– Permettez-moi de vous demander carrément si vous êtes socialiste ?
– Oui, en moi est né le goût profond du socialisme. D’un socialisme absolu – sans doute l’exemple de mon père m’a ici influencé… Je suis contre ces sociétés, bien que j’aie été récupéré par elles bien sûr, et j’en souhaite une autre où il y aurait, quel que soit le travail de l’homme, une égalité de salaire. Je sais que ce n’est pas d’hier que cette idée court dans la tête des hommes, mais je pense qu’elle m’a formé, qu’elle a été la base de tout mon travail, même si j’ai considéré cela comme une utopie. Jusqu’à 30 ans, je peux dire qu’au milieu de mes difficultés personnelles la politique m’a vraiment préoccupé, dans la mesure où la collectivité importe avant tout et où son sort importe avant le sort individuel.
Vilar à la télévision canadienne, mars 1970
Le 22 novembre 1966, en participant au débat organisé à la Mutualité par la Fédération de la gauche démocrate et socialiste, Vilar sort de la réserve politique que lui imposait son statut de directeur du TNP et se présente en véritable homme de gauche. Assis à la tribune aux côtés de François Mitterrand, qu’il a soutenu un an plus tôt aux élections présidentielles, il prononce un discours sur la liberté du créateur.
Vilar a été un compagnon de route de la gauche, toute sa vie. Comme beaucoup, les événements du Front populaire ont bouleversé sa jeunesse. Le 14 juillet 1935, il participe à la gigantesque manifestation qui réunit le radical Daladier – maire d’Avignon au moment du Festival –, le socialiste Blum et le communiste Thorez, entre Bastille et Porte de Vincennes.
Au TNP, une bonne part de son répertoire, son réseau d’artistes – le comédien Gérard Philipe, le chanteur Yves Montand et le peintre Ernest Pignon – et ses tournées dans la banlieue rouge répondent aux attentes du Parti Communiste Français en matière de politique théâtrale, bien qu’il n’ait jamais été encarté.

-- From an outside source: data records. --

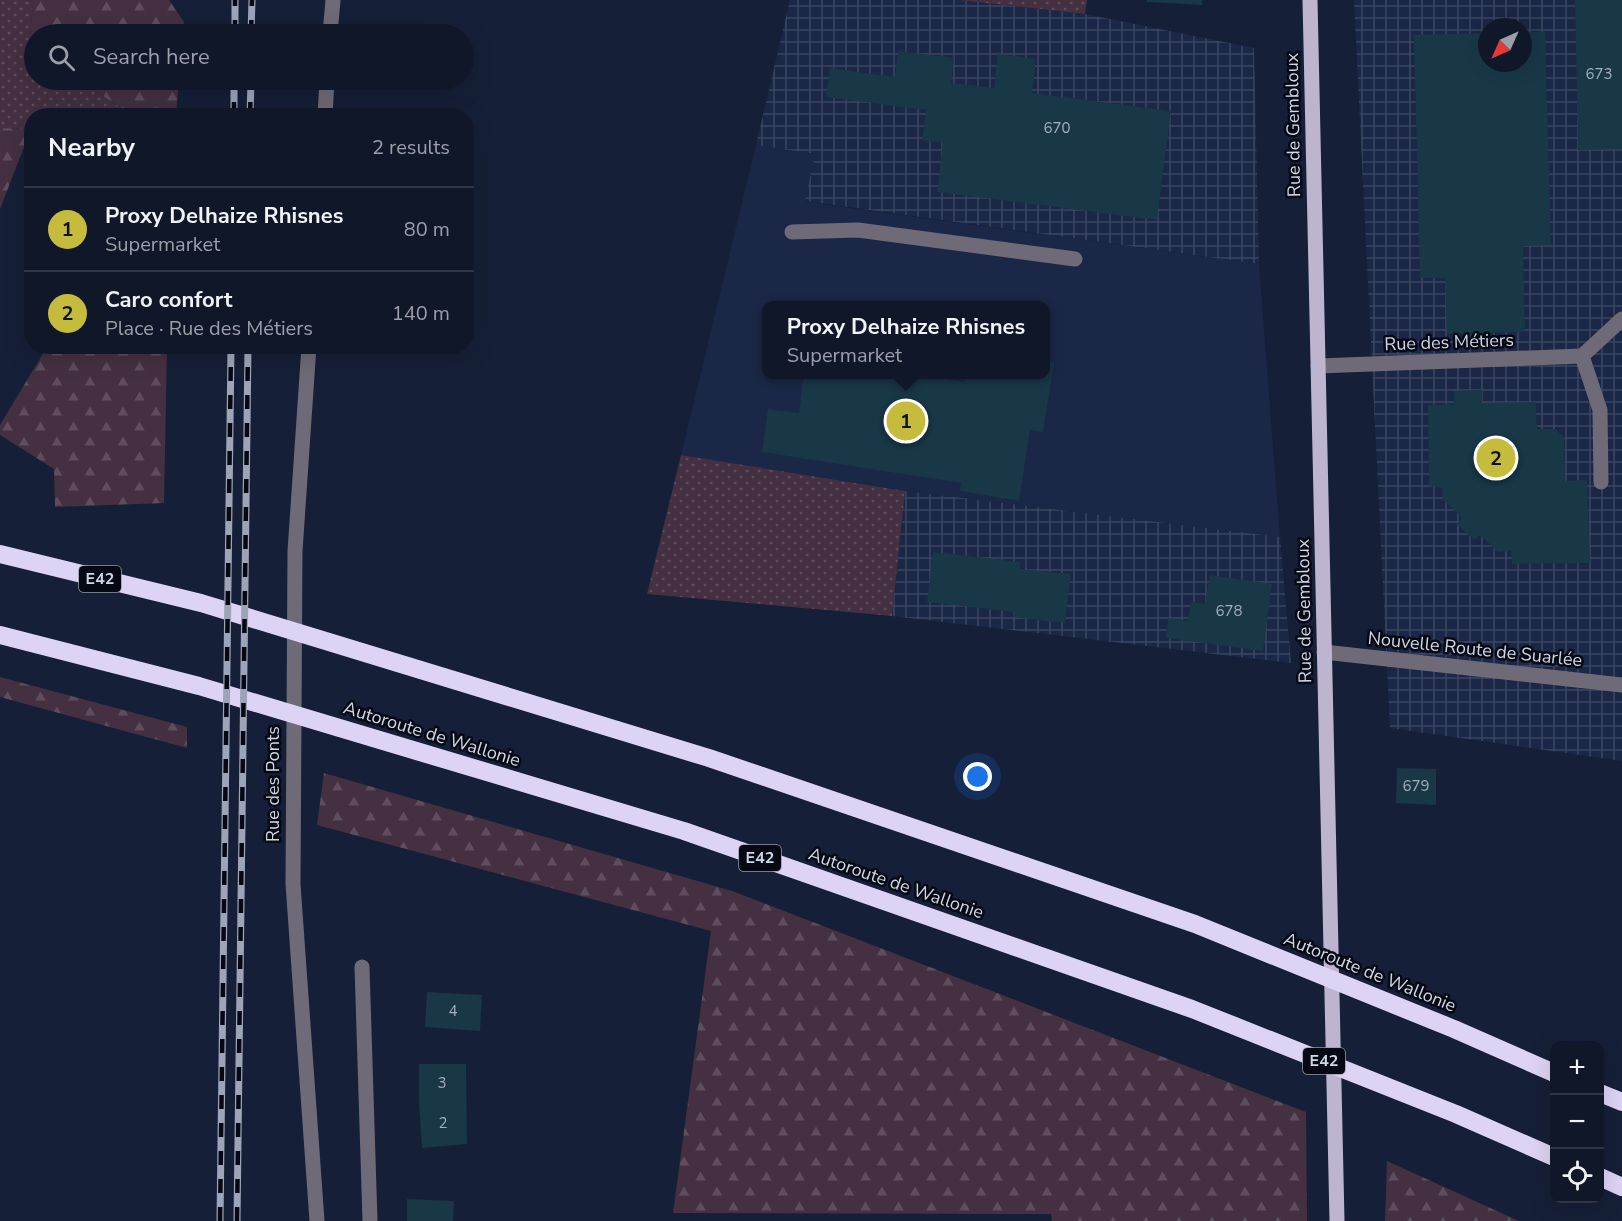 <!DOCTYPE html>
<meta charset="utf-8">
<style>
body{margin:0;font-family:"Nunito Sans",sans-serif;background:#192031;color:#f1f3f6}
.controls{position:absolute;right:18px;bottom:18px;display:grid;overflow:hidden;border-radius:12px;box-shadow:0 6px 24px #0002}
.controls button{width:54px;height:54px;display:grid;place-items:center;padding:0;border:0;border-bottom:2px solid #303646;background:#101729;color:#f1f3f6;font:30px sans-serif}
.compass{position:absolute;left:1478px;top:18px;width:54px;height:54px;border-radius:50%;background:#101729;box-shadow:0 6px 24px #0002;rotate:225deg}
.you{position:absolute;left:978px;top:777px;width:21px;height:21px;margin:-15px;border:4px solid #fff;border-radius:50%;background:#1a73e8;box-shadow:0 0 0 9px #1a73e833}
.badge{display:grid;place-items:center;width:39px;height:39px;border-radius:50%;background:#c5bc3d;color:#111;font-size:20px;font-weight:700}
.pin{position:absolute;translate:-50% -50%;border:3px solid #fff;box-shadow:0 2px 6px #0006}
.popup{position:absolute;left:762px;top:301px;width:288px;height:78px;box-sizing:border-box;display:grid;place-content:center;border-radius:12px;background:#101729;filter:drop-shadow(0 2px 4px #0005);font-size:20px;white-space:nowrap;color:#9c9fa8}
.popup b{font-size:22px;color:#f1f3f6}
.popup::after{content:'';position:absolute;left:50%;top:100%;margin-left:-12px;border:12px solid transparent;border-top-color:#101729}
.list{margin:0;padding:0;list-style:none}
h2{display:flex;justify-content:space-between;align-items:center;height:78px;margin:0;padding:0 24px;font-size:26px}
h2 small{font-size:20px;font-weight:400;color:#9c9fa8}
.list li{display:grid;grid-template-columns:39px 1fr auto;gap:18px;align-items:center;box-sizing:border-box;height:84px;padding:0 24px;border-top:2px solid #303646}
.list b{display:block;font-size:22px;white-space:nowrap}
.list p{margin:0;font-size:20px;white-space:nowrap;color:#9c9fa8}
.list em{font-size:20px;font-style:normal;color:#9c9fa8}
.icon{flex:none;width:33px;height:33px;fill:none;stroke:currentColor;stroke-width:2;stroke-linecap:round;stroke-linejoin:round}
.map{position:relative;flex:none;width:1622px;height:1221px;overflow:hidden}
.search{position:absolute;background:#101729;box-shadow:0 6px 24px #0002;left:24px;top:24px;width:450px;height:66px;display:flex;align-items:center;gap:15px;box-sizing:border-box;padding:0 21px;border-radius:33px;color:#9c9fa8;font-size:22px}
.panel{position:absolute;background:#101729;box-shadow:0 6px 24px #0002;left:24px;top:108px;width:450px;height:246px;border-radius:24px}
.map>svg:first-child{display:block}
</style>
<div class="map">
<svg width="1622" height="1221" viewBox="0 0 1622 1221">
<defs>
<pattern id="industrial-grid" width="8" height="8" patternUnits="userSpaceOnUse" patternTransform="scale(1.5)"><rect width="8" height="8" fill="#1b2746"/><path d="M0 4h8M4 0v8" fill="none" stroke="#3b4661"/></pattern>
<pattern id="grass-dots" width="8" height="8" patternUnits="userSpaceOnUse" patternTransform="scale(1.5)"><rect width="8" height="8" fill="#443041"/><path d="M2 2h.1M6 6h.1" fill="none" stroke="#5e4d5c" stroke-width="1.8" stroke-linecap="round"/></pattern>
<pattern id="forest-firs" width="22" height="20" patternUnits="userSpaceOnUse" patternTransform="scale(1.5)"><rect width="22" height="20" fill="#443041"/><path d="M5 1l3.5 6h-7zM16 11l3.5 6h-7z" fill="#5e4d5c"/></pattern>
</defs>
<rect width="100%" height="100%" fill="#151f37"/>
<path fill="#1b2746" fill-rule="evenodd" d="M 756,145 L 815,154 L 806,202 L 1259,264 L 1280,537 L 905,491 L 681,455 ZM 766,306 L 1046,306 L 1046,374 L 766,374 Z"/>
<g fill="url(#industrial-grid)" fill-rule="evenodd">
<path d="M 790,0 L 959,0 L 1085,14 L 1254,48 L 1259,264 L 805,201 L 815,154 L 756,145 Z"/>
<path d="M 1354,0 L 1622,0 L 1622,761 L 1390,728 ZM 1487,27 L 1523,27 L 1523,63 L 1487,63 Z"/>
<path d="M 905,491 L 1280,537 L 1291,663 L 892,616 Z"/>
</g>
<g fill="url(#grass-dots)">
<path d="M 0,0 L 25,0 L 33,2 L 29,49 L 34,53 L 34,80 L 77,80 L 120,107 L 119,115 L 32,116 L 31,129 L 0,128 Z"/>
<path d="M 959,0 L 1087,0 L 1085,14 Z"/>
<path d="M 681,455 L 905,491 L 892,616 L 647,594 Z"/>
</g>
<g fill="url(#forest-firs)">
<path d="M 25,0 L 169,0 L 184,22 L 183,34 L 34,34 L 34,53 L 29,49 L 33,2 Z"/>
<path d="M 77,80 L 179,80 L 176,115 L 119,115 L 120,107 Z"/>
<path d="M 0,128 L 31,129 L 32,144 L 26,142 L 0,209 Z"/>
<path d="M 47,347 L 167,347 L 164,503 L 55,507 L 54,469 L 0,435 L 0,425 Z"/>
<path d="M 0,677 L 187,727 L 187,748 L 0,697 Z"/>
<path d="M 324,773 L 732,891 L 1306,1112 L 1307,1221 L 1052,1221 L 1051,1214 L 673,1213 L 711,931 L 317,825 Z"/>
<path d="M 1387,1161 L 1519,1221 L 1385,1221 Z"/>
</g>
<g fill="#183747">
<path d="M 1147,0 L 1202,0 L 1202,5 L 1147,2 Z"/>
<path d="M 1575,0 L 1622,0 L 1622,149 L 1578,150 Z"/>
<path d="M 1523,32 L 1545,32 L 1551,245 L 1523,246 L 1525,332 L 1447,334 L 1445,278 L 1420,278 L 1414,35 L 1487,33 L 1487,63 L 1523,63 Z"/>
<path d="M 898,51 L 954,58 L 951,83 L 994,88 L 998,54 L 1036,59 L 1032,93 L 1171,111 L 1157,220 L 937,192 L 943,143 L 922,140 L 926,110 L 826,97 L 830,68 L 895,77 Z"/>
<path d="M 1046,361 L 1054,363 L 1043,432 L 1030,430 L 1019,501 L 960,491 L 961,483 L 762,452 L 768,409 L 799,413 L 804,374 L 919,374 L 964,382 L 966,374 L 1046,374 Z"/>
<path d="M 1482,390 L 1482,403 L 1536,402 L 1537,429 L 1555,429 L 1564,437 L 1565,481 L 1587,480 L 1590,563 L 1512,564 L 1511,551 L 1498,552 L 1480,535 L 1474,540 L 1457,524 L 1462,518 L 1443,500 L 1442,488 L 1429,486 L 1428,405 L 1454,404 L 1454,391 Z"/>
<path d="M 933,552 L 1020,562 L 1020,569 L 1071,574 L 1065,623 L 1013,617 L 1014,612 L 927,602 Z"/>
<path d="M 1210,575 L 1272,584 L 1263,651 L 1166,638 L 1168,618 L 1188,621 L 1191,602 L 1205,604 Z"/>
<path d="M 1397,768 L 1436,769 L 1436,805 L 1396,803 Z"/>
<path d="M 427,992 L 482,995 L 480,1031 L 425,1027 Z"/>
<path d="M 419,1064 L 466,1064 L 467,1144 L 422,1148 L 419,1102 Z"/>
<path d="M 407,1199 L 454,1201 L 453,1221 L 407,1221 Z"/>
</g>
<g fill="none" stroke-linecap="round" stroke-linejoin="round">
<g stroke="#6e6a77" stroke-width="15">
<path d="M 330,34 L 333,0"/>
<path d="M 325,116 L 327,80"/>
<path d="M 792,232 L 858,230 L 1075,259"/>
<path d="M 309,346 L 295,551 L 293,884 L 317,1221"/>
<path d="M 1582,356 L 1600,410 L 1601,482"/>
<path d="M 1318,366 L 1582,356 L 1622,319"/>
<path d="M 1324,652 L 1622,685"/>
<path d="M 362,967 L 370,1221"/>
</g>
<path stroke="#bdb5d0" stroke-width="15" d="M 1310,0 L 1337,1221"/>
<g stroke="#ddd3f4" stroke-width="18">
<path d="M 0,554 L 201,603 L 709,758 L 1195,924 L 1454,1029 L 1554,1073"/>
<path d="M 0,635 L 199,686 L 684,831 L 1192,1009 L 1456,1114 L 1554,1157"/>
<path d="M 1600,1093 L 1622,1102"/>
<path d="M 1600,1177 L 1622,1187"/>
</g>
<defs>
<g id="rail">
<path d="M 235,34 L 235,0"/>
<path d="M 251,34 L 252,0"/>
<path d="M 234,116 L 234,80"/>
<path d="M 250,116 L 251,80"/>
<path d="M 220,1221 L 231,346"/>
<path d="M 237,1221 L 248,346"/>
</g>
</defs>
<use href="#rail" stroke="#9ca5b7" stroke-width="7"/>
<use href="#rail" stroke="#060914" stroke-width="4.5" stroke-dasharray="14" stroke-linecap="butt"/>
</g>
<g text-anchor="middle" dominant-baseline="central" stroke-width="5" stroke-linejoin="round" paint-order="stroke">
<g font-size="15" fill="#a1afbf">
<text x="1599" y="74">673</text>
<text x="1057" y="128">670</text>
<text x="1229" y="611">678</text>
<text x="1416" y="786">679</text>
<text x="453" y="1011">4</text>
<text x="442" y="1083">3</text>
<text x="443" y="1123">2</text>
</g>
<g fill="#060914" stroke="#9399a8" stroke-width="1.5">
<rect x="79" y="566" width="42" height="26" rx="4.5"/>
<rect x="739" y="845" width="42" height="26" rx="4.5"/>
<rect x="1303" y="1048" width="42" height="26" rx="4.5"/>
</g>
<g font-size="16" font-weight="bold" fill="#cfd7e7">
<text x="100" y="579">E42</text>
<text x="760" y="858">E42</text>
<text x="1324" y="1061">E42</text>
</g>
<g font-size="18" fill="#cfd7e7" stroke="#060914">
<text transform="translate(1293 125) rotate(-91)">Rue de Gembloux</text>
<text transform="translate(1449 342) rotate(-2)">Rue des Métiers</text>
<text transform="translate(1304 611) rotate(-91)">Rue de Gembloux</text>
<text transform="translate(1475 649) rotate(6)">Nouvelle Route de Suarlée</text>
<text transform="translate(432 734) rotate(17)">Autoroute de Wallonie</text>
<text transform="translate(273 784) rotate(-90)">Rue des Ponts</text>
<text transform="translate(896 883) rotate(19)">Autoroute de Wallonie</text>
<text transform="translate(1370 972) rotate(22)">Autoroute de Wallonie</text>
</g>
</g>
</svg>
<div class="controls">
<button>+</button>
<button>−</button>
<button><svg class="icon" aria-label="locate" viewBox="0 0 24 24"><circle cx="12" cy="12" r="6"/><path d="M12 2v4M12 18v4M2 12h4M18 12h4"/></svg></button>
</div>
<svg class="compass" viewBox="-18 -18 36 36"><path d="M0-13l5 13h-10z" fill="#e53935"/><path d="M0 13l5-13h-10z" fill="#9c9fa8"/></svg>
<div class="you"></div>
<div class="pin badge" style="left:906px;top:421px">1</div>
<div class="popup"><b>Proxy Delhaize Rhisnes</b>Supermarket</div>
<div class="pin badge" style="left:1496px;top:458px">2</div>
<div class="search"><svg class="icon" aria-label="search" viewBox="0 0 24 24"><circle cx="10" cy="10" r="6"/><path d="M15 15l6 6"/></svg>Search here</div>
<section class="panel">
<h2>Nearby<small>2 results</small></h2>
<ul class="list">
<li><span class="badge">1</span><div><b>Proxy Delhaize Rhisnes</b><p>Supermarket</p></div><em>80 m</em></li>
<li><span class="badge">2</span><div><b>Caro confort</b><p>Place · Rue des Métiers</p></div><em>140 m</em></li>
</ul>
</section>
</div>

Cela lui valut d’être inquiété par la « chasse aux sorcières » qui régnait alors en France au début des années 1950.
Au milieu des années 1960, ses idées le mènent à devenir membre du Comité pour l’Espagne libre contre le franquisme, à soutenir le Vietnam, à réclamer la libération de Régis Debray, fait prisonnier par la dictature bolivienne, et à signer l’appel national en faveur de l’union des gauches en France.
François Mitterrand, reconnaissant, lui rend hommage : le 10 juillet 1981, tout juste élu Président de la République, il inaugure à la Maison Jean Vilar l’exposition qui lui est consacrée.